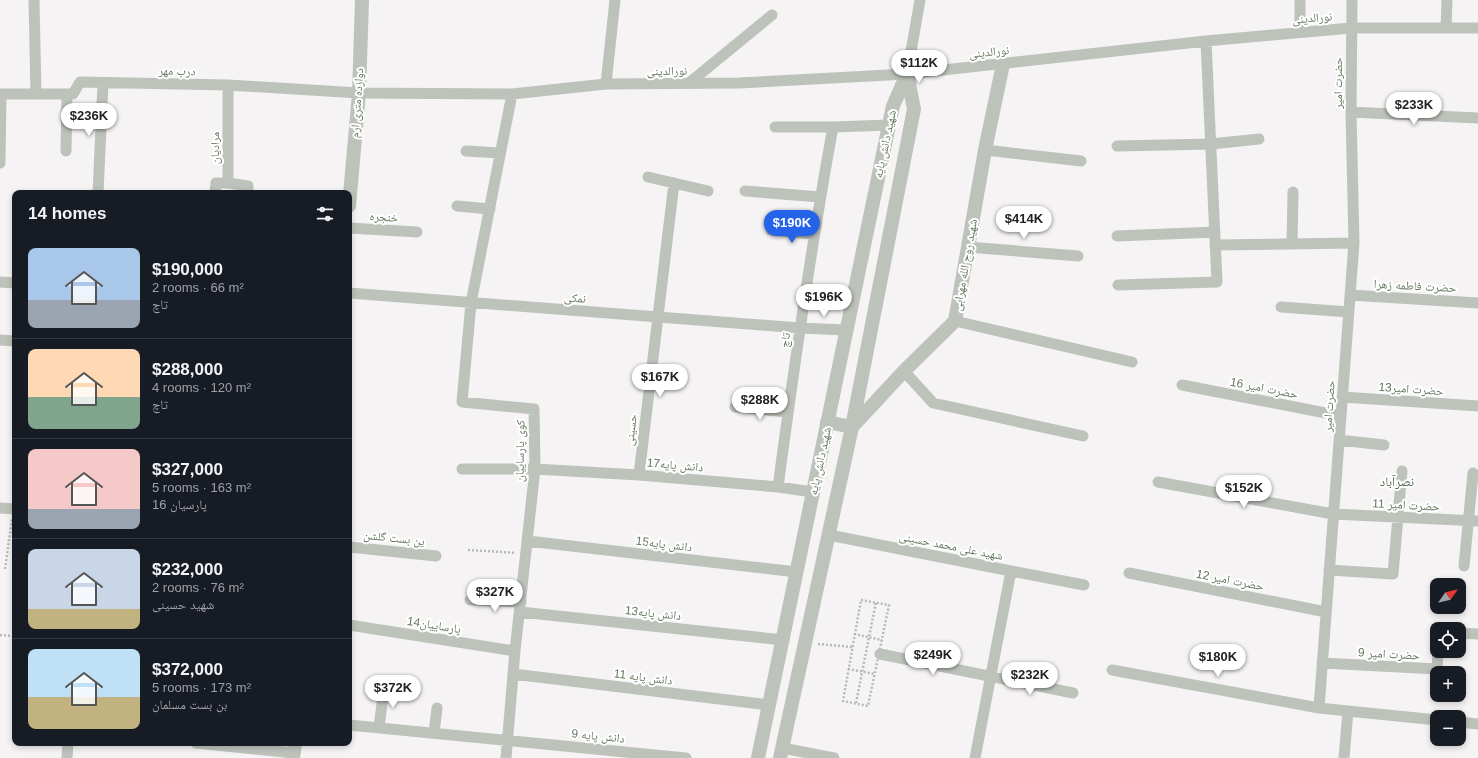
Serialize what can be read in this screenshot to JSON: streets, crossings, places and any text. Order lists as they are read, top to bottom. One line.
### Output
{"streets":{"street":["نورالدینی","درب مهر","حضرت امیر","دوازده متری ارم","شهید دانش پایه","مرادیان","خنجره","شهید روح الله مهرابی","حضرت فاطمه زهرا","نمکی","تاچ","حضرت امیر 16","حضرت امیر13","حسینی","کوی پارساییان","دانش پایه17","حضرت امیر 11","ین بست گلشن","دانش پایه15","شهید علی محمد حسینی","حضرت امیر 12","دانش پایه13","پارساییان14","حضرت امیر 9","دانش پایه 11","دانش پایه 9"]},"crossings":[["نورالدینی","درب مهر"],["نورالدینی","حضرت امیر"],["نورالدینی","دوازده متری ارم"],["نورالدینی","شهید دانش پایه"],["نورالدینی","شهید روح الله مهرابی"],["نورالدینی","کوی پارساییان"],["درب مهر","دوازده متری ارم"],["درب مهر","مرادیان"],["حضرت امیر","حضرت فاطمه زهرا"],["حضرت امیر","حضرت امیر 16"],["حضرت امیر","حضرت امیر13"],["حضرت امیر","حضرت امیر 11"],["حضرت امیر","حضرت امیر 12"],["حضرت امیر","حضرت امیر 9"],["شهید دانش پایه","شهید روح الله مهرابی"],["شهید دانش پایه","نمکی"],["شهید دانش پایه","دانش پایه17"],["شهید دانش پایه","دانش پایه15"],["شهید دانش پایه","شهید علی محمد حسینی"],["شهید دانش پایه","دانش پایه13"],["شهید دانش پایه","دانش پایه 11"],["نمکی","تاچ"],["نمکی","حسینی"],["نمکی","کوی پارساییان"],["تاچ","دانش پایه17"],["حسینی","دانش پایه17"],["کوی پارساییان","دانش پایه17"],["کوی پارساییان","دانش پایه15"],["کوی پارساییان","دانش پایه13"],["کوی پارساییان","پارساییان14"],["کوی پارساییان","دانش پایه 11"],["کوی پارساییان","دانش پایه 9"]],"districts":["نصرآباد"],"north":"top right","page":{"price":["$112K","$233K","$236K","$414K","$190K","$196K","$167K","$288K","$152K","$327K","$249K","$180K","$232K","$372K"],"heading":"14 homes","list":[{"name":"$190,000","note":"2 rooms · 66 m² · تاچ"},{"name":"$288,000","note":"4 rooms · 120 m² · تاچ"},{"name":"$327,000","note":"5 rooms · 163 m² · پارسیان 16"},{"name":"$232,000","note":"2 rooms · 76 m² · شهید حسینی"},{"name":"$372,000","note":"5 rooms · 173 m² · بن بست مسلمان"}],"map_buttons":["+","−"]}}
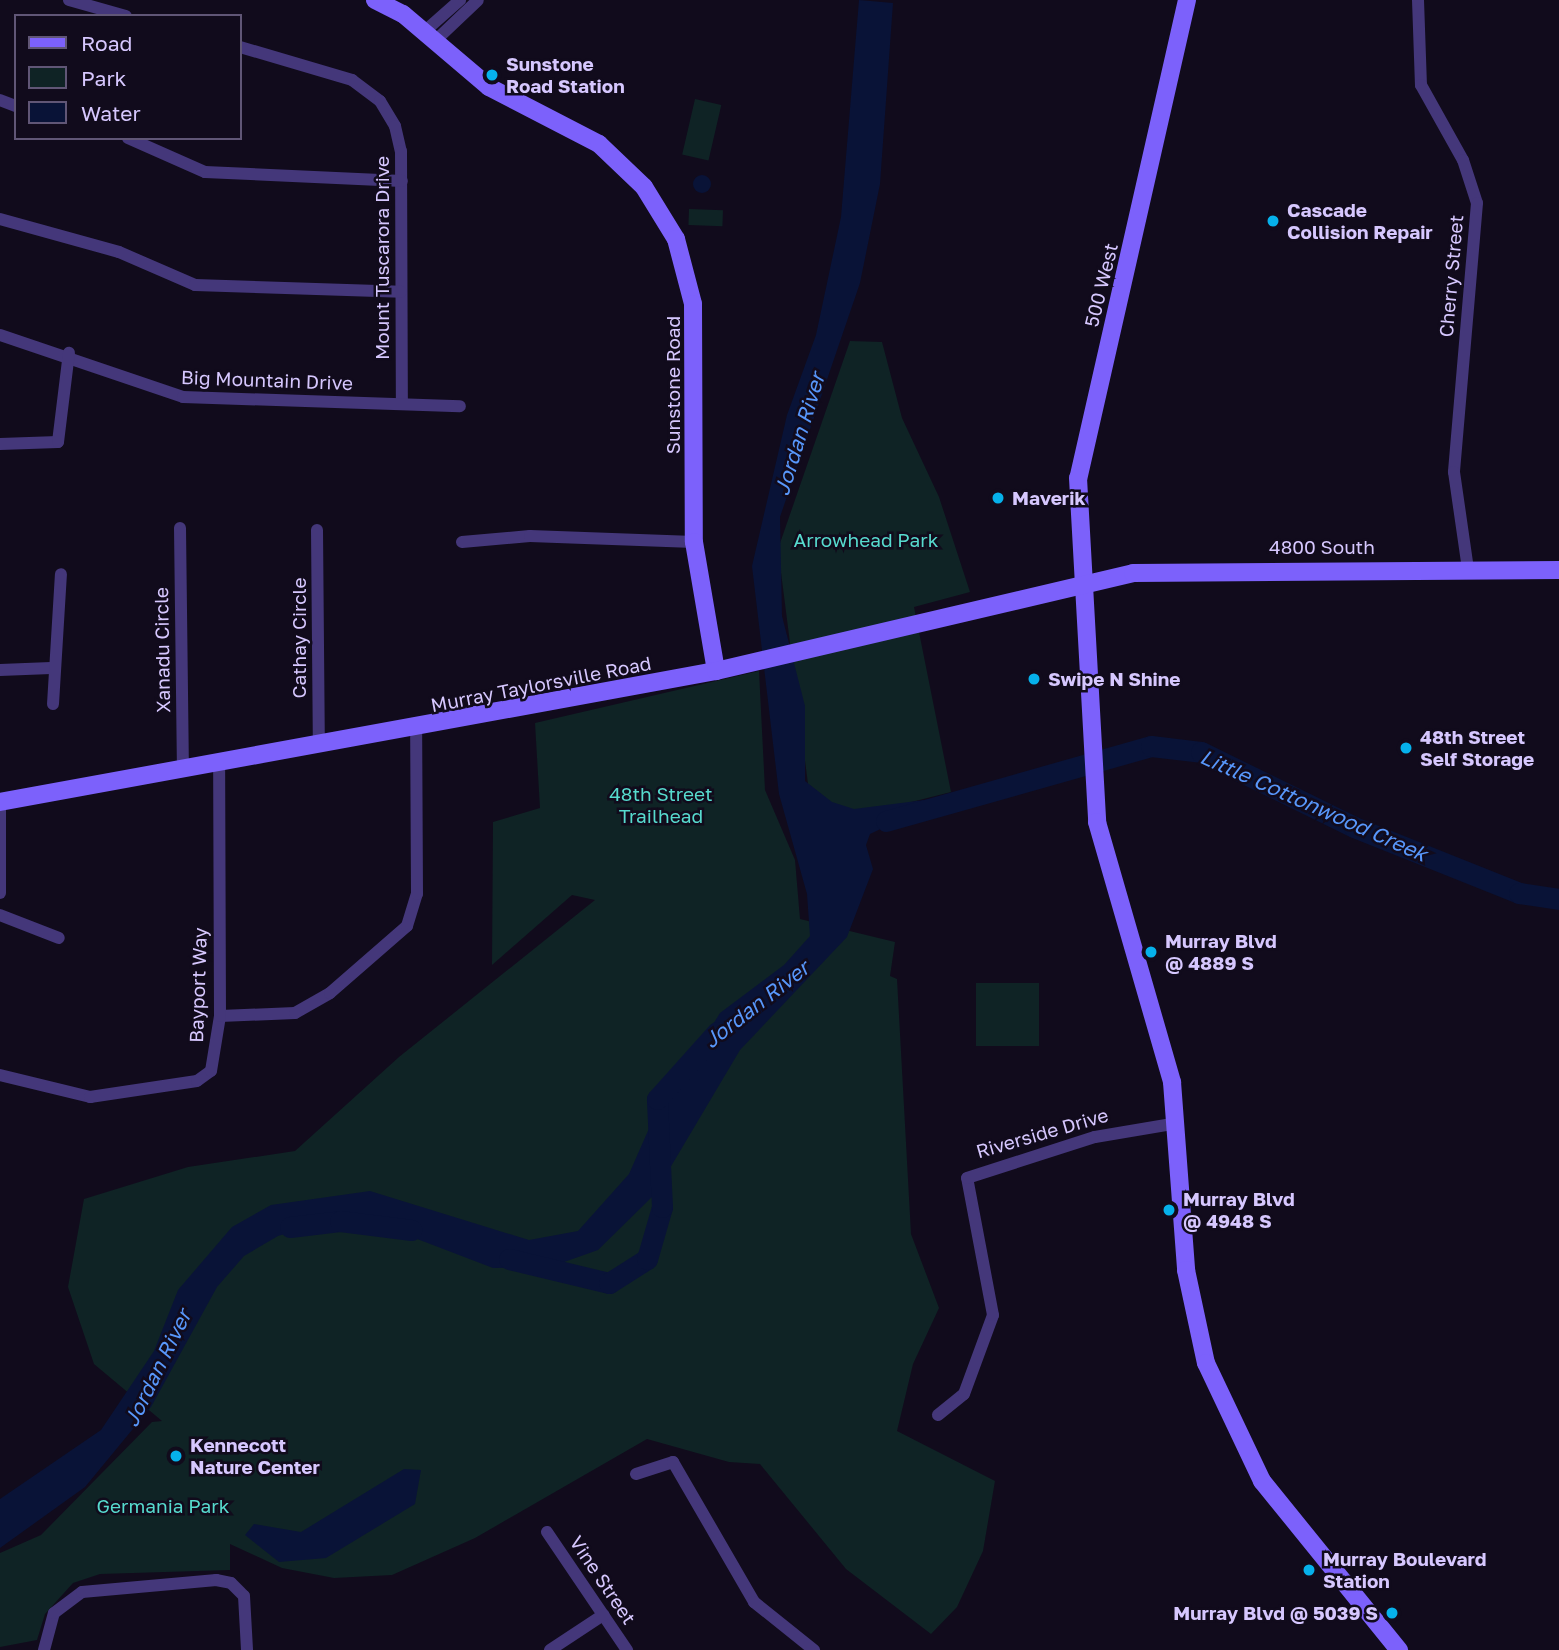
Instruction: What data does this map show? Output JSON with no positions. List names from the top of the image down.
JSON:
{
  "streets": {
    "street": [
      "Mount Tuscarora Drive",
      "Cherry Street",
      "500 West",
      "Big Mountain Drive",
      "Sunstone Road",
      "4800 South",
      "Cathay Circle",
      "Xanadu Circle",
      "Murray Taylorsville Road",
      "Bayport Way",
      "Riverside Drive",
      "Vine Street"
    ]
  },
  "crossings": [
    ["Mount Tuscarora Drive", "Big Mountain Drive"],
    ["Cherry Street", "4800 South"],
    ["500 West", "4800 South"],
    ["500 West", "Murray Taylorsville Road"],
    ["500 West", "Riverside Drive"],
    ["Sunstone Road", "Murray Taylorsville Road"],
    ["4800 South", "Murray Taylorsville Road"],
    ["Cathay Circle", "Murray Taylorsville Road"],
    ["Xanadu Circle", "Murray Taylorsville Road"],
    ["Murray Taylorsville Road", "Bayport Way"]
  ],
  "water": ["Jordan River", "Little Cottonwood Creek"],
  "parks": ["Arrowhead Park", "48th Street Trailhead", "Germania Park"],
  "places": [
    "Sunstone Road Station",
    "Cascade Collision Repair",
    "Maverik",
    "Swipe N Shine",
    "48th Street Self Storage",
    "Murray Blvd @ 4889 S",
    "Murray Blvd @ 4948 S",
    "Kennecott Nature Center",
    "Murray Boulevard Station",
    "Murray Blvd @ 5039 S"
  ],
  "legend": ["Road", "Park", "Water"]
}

WHAT TO WORK ON: Reproduce all the entries that precede this task, word for word, minus any pictures.

OUTPUT OF THE TASK:
Serialize what can be read in this screenshot to JSON: streets, crossings, places and any text. Order lists as they are read, top to bottom. One line.
### Output
{"streets":{"street":["نورالدینی","درب مهر","حضرت امیر","دوازده متری ارم","شهید دانش پایه","مرادیان","خنجره","شهید روح الله مهرابی","حضرت فاطمه زهرا","نمکی","تاچ","حضرت امیر 16","حضرت امیر13","حسینی","کوی پارساییان","دانش پایه17","حضرت امیر 11","ین بست گلشن","دانش پایه15","شهید علی محمد حسینی","حضرت امیر 12","دانش پایه13","پارساییان14","حضرت امیر 9","دانش پایه 11","دانش پایه 9"]},"crossings":[["نورالدینی","درب مهر"],["نورالدینی","حضرت امیر"],["نورالدینی","دوازده متری ارم"],["نورالدینی","شهید دانش پایه"],["نورالدینی","شهید روح الله مهرابی"],["نورالدینی","کوی پارساییان"],["درب مهر","دوازده متری ارم"],["درب مهر","مرادیان"],["حضرت امیر","حضرت فاطمه زهرا"],["حضرت امیر","حضرت امیر 16"],["حضرت امیر","حضرت امیر13"],["حضرت امیر","حضرت امیر 11"],["حضرت امیر","حضرت امیر 12"],["حضرت امیر","حضرت امیر 9"],["شهید دانش پایه","شهید روح الله مهرابی"],["شهید دانش پایه","نمکی"],["شهید دانش پایه","دانش پایه17"],["شهید دانش پایه","دانش پایه15"],["شهید دانش پایه","شهید علی محمد حسینی"],["شهید دانش پایه","دانش پایه13"],["شهید دانش پایه","دانش پایه 11"],["نمکی","تاچ"],["نمکی","حسینی"],["نمکی","کوی پارساییان"],["تاچ","دانش پایه17"],["حسینی","دانش پایه17"],["کوی پارساییان","دانش پایه17"],["کوی پارساییان","دانش پایه15"],["کوی پارساییان","دانش پایه13"],["کوی پارساییان","پارساییان14"],["کوی پارساییان","دانش پایه 11"],["کوی پارساییان","دانش پایه 9"]],"districts":["نصرآباد"],"north":"top right","page":{"price":["$112K","$233K","$236K","$414K","$190K","$196K","$167K","$288K","$152K","$327K","$249K","$180K","$232K","$372K"],"heading":"14 homes","list":[{"name":"$190,000","note":"2 rooms · 66 m² · تاچ"},{"name":"$288,000","note":"4 rooms · 120 m² · تاچ"},{"name":"$327,000","note":"5 rooms · 163 m² · پارسیان 16"},{"name":"$232,000","note":"2 rooms · 76 m² · شهید حسینی"},{"name":"$372,000","note":"5 rooms · 173 m² · بن بست مسلمان"}],"map_buttons":["+","−"]}}
Instruction: What data does this map show? Output JSON with no positions. List names from the top of the image down.
JSON:
{
  "streets": {
    "street": [
      "Mount Tuscarora Drive",
      "Cherry Street",
      "500 West",
      "Big Mountain Drive",
      "Sunstone Road",
      "4800 South",
      "Cathay Circle",
      "Xanadu Circle",
      "Murray Taylorsville Road",
      "Bayport Way",
      "Riverside Drive",
      "Vine Street"
    ]
  },
  "crossings": [
    ["Mount Tuscarora Drive", "Big Mountain Drive"],
    ["Cherry Street", "4800 South"],
    ["500 West", "4800 South"],
    ["500 West", "Murray Taylorsville Road"],
    ["500 West", "Riverside Drive"],
    ["Sunstone Road", "Murray Taylorsville Road"],
    ["4800 South", "Murray Taylorsville Road"],
    ["Cathay Circle", "Murray Taylorsville Road"],
    ["Xanadu Circle", "Murray Taylorsville Road"],
    ["Murray Taylorsville Road", "Bayport Way"]
  ],
  "water": ["Jordan River", "Little Cottonwood Creek"],
  "parks": ["Arrowhead Park", "48th Street Trailhead", "Germania Park"],
  "places": [
    "Sunstone Road Station",
    "Cascade Collision Repair",
    "Maverik",
    "Swipe N Shine",
    "48th Street Self Storage",
    "Murray Blvd @ 4889 S",
    "Murray Blvd @ 4948 S",
    "Kennecott Nature Center",
    "Murray Boulevard Station",
    "Murray Blvd @ 5039 S"
  ],
  "legend": ["Road", "Park", "Water"]
}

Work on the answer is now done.